Vorbehaltlich weiterer kurzfristiger Ausfälle, rückt Christopher Avevor wieder ins Abwehrzentrum, Jan-Philipp Kalla ersetzt ihn auf der rechten Außenbahn, und im defensiven Mittelfeld wird - wie im Spiel beim SC Paderborn - Patrick Funk neben Florian Kringe auflaufen. "Das hatte beim 1:1 ja bereits ganz gut funktioniert", findet nicht nur Kringe, "Funky nimmt vom Naturell her eher den defensiveren Part ein. Er schafft mir die Freiheit, mich noch mehr nach vorne einzuschalten, weil er hinten einfach alles abräumt."

Auch in der Mannschaft haben sie sich längst an die unfreiwilligen Personalrochaden gewöhnt, St.
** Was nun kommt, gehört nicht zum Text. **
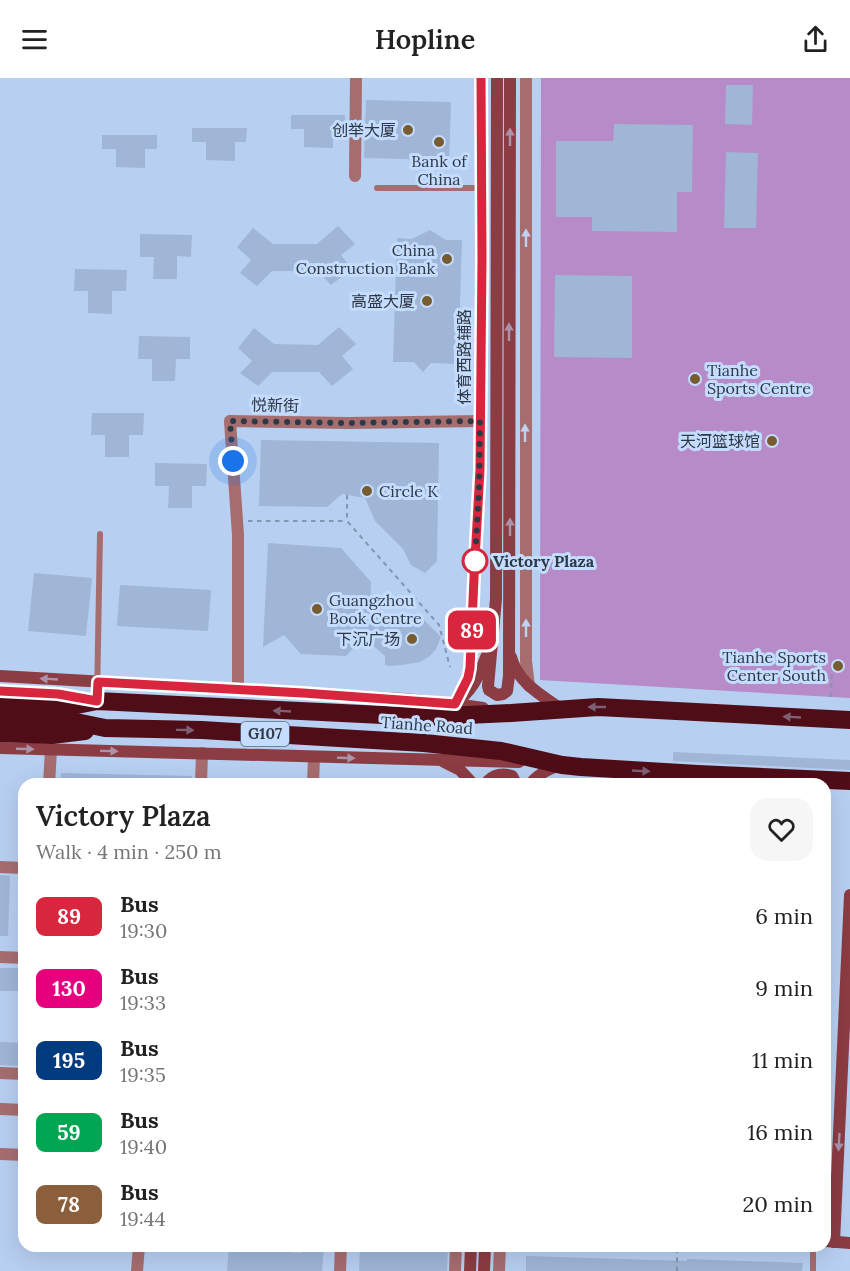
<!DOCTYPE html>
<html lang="en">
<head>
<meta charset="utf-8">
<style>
  :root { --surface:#fff; --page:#f6f6f6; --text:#222; --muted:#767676 }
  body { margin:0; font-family:Lora,"Noto Sans SC",serif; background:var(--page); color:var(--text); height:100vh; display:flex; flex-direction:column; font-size:22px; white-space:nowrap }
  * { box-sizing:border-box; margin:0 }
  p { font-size:20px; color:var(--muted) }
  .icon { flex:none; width:33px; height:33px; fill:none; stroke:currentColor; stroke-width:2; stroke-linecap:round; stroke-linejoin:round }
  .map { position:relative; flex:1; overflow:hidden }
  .side { position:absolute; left:18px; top:700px; width:813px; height:474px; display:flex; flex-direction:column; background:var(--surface); border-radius:18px; box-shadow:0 6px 24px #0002 }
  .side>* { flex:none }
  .badge { padding:0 12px; border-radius:9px; font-size:21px; line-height:39px }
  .you { position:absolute; width:30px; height:30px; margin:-15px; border:4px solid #fff; border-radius:50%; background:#1a73e8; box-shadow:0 0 0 9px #1a73e833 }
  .map>.badge { position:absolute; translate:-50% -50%; box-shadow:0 0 0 3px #fff }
  .round { display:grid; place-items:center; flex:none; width:63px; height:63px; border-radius:18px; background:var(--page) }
  .summary { display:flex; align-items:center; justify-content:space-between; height:102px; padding:0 18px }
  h1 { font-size:28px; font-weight:600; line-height:45px }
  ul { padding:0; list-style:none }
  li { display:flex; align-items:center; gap:18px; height:72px; padding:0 18px }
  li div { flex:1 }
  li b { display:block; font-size:22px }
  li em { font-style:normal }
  li .badge { min-width:66px; font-weight:700; text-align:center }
  header { display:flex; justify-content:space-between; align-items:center; height:78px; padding:0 18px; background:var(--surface); font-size:27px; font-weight:600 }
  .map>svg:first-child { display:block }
  .green { fill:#b78ac8 }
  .building { fill:#9fb6d6 }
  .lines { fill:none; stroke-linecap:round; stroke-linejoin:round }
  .path { stroke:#8395af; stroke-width:2; stroke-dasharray:4.5 4.5; stroke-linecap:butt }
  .lane { stroke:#a66d6f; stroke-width:6 }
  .street { stroke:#a66d6f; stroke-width:12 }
  .secondary { stroke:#8c3c43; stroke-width:12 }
  .highway { stroke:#4f0d18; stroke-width:18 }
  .oneway { fill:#ab94aa }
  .oneway2 { fill:#c1d1f0 }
  .oneway3 { fill:#7e6074 }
  .line-casing { stroke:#fff; stroke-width:14 }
  .line { stroke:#d7263d; stroke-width:9 }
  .walk { stroke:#2f3845; stroke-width:6; stroke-dasharray:0 10.8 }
  .poi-dot { fill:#785b2f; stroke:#c4dcfe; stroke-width:2 }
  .stop-dot { fill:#fff; stroke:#d7263d; stroke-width:3 }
  .labels { text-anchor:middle; stroke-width:6; stroke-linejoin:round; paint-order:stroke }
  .shield { fill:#c4dcfe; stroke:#5c697c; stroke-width:1.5 }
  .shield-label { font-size:15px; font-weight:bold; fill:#2f3845 }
  .poi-label { font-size:16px; fill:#2f3845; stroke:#c4dcfe; text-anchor:end }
  .street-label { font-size:16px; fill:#2f3845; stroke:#c4dcfe }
  .stop-label { font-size:16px; font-weight:bold; fill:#2f3845; stroke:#c4dcfe; text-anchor:start }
</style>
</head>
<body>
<header><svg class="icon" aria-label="menu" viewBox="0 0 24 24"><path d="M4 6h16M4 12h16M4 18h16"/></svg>Hopline<svg class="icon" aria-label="share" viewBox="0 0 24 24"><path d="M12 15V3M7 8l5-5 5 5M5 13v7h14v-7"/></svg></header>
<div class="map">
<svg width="850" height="1193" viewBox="0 0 850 1193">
  <rect width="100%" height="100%" fill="#b7cff1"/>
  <polygon class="green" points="541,0 850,0 850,620 540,602"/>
  <g class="building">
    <polygon points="726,7 753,7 752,47 725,46"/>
    <polygon points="366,22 451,24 449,82 364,80"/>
    <polygon points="291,37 345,37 345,51 333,51 333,70 304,69 304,51 291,51"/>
    <polygon points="614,46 693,47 692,114 677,114 677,154 592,153 592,139 556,139 556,63 613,63"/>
    <polygon points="192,50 247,50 246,64 235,64 235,83 206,82 206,64 192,64"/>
    <polygon points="102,57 157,57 157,71 145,71 145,90 116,89 116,71 102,71"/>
    <polygon points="726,74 758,75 756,150 724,150"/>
    <polygon points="338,148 355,166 341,177 352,191 331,207 318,193 272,193 257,208 240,195 251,182 237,169 253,150 273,166 317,166"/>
    <polygon points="430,152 446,162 462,162 458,286 431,285 423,294 414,284 393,284 397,160 412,161"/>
    <polygon points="140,156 192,157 191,179 177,178 177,201 153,201 154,179 140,179"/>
    <polygon points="75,191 127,192 126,213 112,213 112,236 88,235 88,213 74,213"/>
    <polygon points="555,197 632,198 632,280 554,279"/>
    <polygon points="339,249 356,266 342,278 353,291 332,308 319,294 272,294 258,308 240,295 252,283 238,270 254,250 274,266 318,267"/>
    <polygon points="139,258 190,259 190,281 176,281 175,303 152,303 152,281 138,281"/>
    <polygon points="92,335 144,335 143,357 129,357 129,379 105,379 105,357 91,357"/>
    <polygon points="261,362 439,365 437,483 425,495 411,487 403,471 375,443 365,420 342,416 327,429 259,428"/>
    <polygon points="155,385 207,386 206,408 192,408 192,430 168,430 169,408 155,408"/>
    <polygon points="268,465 341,470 371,504 370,536 417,535 441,559 436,571 430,578 420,584 402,587 391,588 385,587 385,578 364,559 346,578 301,576 284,557 263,569"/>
    <polygon points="34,495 92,500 86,558 28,553"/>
    <polygon points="120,507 211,512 208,553 117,548"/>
    <polygon points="673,674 850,682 850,692 673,683"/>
    <polygon points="61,695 192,698 192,706 60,706"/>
    <polygon points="0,797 10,798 8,858 0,858"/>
    <rect x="0" y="890" width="22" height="23"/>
    <polygon points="0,964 24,965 24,988 0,987"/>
    <polygon points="229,1168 263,1168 262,1172 302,1175 302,1168 324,1168 322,1193 227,1193"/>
    <polygon points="360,1168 448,1168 447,1193 359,1193"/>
    <polygon points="526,1178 687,1183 687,1181 803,1185 802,1193 526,1193"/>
  </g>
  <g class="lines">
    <g class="path">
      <polyline points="347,417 347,443 439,547 450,589"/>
      <polyline points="248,443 347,443"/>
      <polyline points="831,619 832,589"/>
      <polyline points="677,1193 677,1168"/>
    </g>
    <g class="lane">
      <polyline points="377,110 481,110"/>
      <polyline points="97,620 100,456"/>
      <polyline points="813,1193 813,1168"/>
    </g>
    <g class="street">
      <polyline points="526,0 526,583 529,608"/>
      <polyline points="355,98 356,0"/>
      <polyline points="238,611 238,457 230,343 348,345 480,343"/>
      <polyline points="456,622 468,600 470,590 481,372 481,0"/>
      <polyline points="49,706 51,672"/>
      <polyline points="201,706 202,675"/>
      <polyline points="313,706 314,679"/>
      <polyline points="0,789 24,790"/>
      <polyline points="0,879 24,880"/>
      <polyline points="0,995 24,996"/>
      <polyline points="1,1031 24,1032"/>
      <polyline points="1,1076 24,1077"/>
      <polyline points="137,1193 139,1168"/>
      <polyline points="340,1193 341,1168"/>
      <polyline points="455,1193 456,1168"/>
      <polyline points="499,1193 500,1168"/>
    </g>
    <g class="secondary">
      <polyline points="497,0 496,521 488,608 489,612 497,617 503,616 507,613 509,598 510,0"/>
      <path d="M511,579C518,605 541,617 561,631"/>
      <polyline points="0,598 404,621 455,626 483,630"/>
      <path d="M451,627C471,617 479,597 487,577"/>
      <polyline points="0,670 519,684"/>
      <polyline points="444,684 460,692 473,706"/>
      <path d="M489,706L488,703C495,696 502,695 512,698L516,706"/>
      <path d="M530,706C539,696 547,691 561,687"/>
      <polyline points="825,1163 850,1165"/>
      <polyline points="834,1164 850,817"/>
      <polyline points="470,1193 471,1168"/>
      <polyline points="484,1193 485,1168"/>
    </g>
    <g class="highway">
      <polyline points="0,625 67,629 97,623 424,639 511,635 598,629 850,642"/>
      <polyline points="0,640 76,644 105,650 202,652 424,665 501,673 562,687 581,689 698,696 850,703"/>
      <polyline points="0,655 52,657 85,653"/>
    </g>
  </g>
  <defs><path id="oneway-solid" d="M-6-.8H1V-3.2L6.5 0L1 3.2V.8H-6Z" transform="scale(1.5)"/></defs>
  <g class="oneway">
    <use href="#oneway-solid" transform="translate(510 59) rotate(-90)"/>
    <use href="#oneway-solid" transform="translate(509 254) rotate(-90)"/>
    <use href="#oneway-solid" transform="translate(510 449) rotate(-90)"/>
    <use href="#oneway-solid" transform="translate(49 601) rotate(-177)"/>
    <use href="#oneway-solid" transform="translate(25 671) rotate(2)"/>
    <use href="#oneway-solid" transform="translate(109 673) rotate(1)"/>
    <use href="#oneway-solid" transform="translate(346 680) rotate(2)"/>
    <use href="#oneway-solid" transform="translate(839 1064) rotate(93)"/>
  </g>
  <g class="oneway2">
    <use href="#oneway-solid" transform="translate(526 160) rotate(-90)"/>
    <use href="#oneway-solid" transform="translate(525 355) rotate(-90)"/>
    <use href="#oneway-solid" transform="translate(526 550) rotate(-90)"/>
  </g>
  <g class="oneway3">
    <use href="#oneway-solid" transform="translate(597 629) rotate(180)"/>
    <use href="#oneway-solid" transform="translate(282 633) rotate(-177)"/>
    <use href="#oneway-solid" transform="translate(792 639) rotate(-177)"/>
    <use href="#oneway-solid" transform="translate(185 652) rotate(1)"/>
    <use href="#oneway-solid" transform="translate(641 693) rotate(3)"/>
  </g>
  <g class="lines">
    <defs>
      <polyline id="line" points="0,613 58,616 97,623 98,604 303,615 455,626 468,600 470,590 474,500 480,391 482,180 481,0"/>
    </defs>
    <use href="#line" class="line-casing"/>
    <use href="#line" class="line"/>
    <polyline class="walk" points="233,383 230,343 348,345 480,343 479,412 475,483"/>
  </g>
  <g class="poi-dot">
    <circle cx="408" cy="52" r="6"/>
    <circle cx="439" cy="64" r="6"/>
    <circle cx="447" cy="181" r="6"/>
    <circle cx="427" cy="223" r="6"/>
    <circle cx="695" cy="301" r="6"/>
    <circle cx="772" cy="363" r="6"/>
    <circle cx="367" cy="413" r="6"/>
    <circle cx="317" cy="531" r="6"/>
    <circle cx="412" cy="561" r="6"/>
    <circle cx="838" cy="588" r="6"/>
  </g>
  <circle class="stop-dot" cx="475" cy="483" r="12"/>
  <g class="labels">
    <rect class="shield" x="241" y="644" width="48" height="24" rx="4.5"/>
    <g class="shield-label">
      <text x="265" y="661">G107</text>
    </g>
    <g class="poi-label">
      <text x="396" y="58">创举大厦</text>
      <text x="439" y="89" text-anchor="middle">Bank of<tspan x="439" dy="18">China</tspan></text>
      <text x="435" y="178">China<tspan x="435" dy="18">Construction Bank</tspan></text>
      <text x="415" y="229">高盛大厦</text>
      <text x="707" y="298" text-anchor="start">Tianhe<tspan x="707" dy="18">Sports Centre</tspan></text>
      <text x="760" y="369">天河篮球馆</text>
      <text x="379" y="419" text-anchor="start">Circle K</text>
      <text x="329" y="528" text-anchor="start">Guangzhou<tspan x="329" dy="18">Book Centre</tspan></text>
      <text x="400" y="567">下沉广场</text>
      <text x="826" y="585">Tianhe Sports<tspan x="826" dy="18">Center South</tspan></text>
    </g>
    <g class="street-label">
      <text transform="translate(464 279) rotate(-90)" y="6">体育西路辅路</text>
      <text transform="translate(275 327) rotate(1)" y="6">悦新街</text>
      <text transform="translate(427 647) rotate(4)" y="6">Tianhe Road</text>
    </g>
    <g class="stop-label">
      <text x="493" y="489">Victory Plaza</text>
    </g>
  </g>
</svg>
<div class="you" style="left:233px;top:383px"></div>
<b class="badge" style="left:472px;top:552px;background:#d7263d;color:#fff">89</b>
<section class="side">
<div class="summary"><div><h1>Victory Plaza</h1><p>Walk · 4 min · 250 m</p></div><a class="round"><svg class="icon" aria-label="heart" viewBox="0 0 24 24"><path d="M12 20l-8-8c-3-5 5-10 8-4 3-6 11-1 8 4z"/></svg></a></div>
<ul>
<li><span class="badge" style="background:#d7263d;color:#fff">89</span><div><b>Bus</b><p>19:30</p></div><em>6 min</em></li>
<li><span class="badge" style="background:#e6007e;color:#fff">130</span><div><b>Bus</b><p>19:33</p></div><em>9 min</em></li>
<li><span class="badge" style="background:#003b80;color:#fff">195</span><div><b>Bus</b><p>19:35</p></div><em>11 min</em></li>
<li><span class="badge" style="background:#00a651;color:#fff">59</span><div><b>Bus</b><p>19:40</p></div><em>16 min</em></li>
<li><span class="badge" style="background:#8b5e3c;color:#fff">78</span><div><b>Bus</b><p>19:44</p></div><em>20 min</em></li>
</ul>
</section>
</div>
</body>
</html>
Pauli sieht den neuerlichen Wechselspielchen relativ gelassen entgegen. Wohl auch deshalb, weil eine andere Serie nicht minder konstant Bestand hat: Seit vier Ligaspielen sind die Hamburger ungeschlagen, gewannen zuletzt zweimal in Folge. Frontzecks Startbilanz mit Remis (1:1 in Paderborn) und Sieg (2:0 bei 1860 München) auswärts sowie dem 3:2-Heimerfolg gegen Dresden ist beachtlich. "Bis auf 30 Minuten gegen Dresden haben wir es immer gut geschafft, in der Ordnung zu sein. Und wir werden auch gegen Bochum weiter hart arbeiten, damit wir in dem positiven Lauf drinbleiben", so Frontzeck.

Sollte gegen den Tabellen-14. am so gut wie ausverkauften Millerntor tatsächlich der erhoffte dritte Sieg in Folge glücken, wäre die Gunst der Stunde genutzt. Keine Mannschaft aus der unteren Tabellenhälfte hatte am Wochenende gewinnen können, das Punktepolster auf die Abstiegsränge würde auf acht Punkte anwachsen, St. Pauli wäre nach dem schwachen Saisonstart vorerst wieder im Mittelfeld angekommen.

Und Frontzeck selbst könnte Außergewöhnliches schaffen, nach bislang sieben Punkten und 6:3 Toren den besten Einstand aller St.-Pauli-Trainer im Profibereich seit Einführung der Zweiten Bundesliga vor 38 Jahren perfekt machen. Mit dann zehn Punkten aus vier Partien würde er zumindest an Michael Lorkowski, Willi Reimann und Helmut Schulte vorbeiziehen, bei einem Sieg mit zwei Toren Unterschied sogar noch Gerhard Kleppinger und Amtsvorgänger André Schubert einholen. Immer vorausgesetzt allerdings, er kommt heute Morgen auch an Schmitz-Backes vorbei ...

Voraussichtliche Aufstellungen

St. Pauli: Tschauner - Kalla, Avevor, Thorandt, Schachten - Kringe, Funk - Schindler, Buchtmann, Bartels - Ginczek.

Schiedsrichter: Christian Dingert (Thallichtenberg).

Bochum: Heerwagen - Rothenbach, Acquistapace, Maltritz, Chaftar - Kramer, Goretzka - Iashvili, Tasaka - Dedic, Engelbrecht.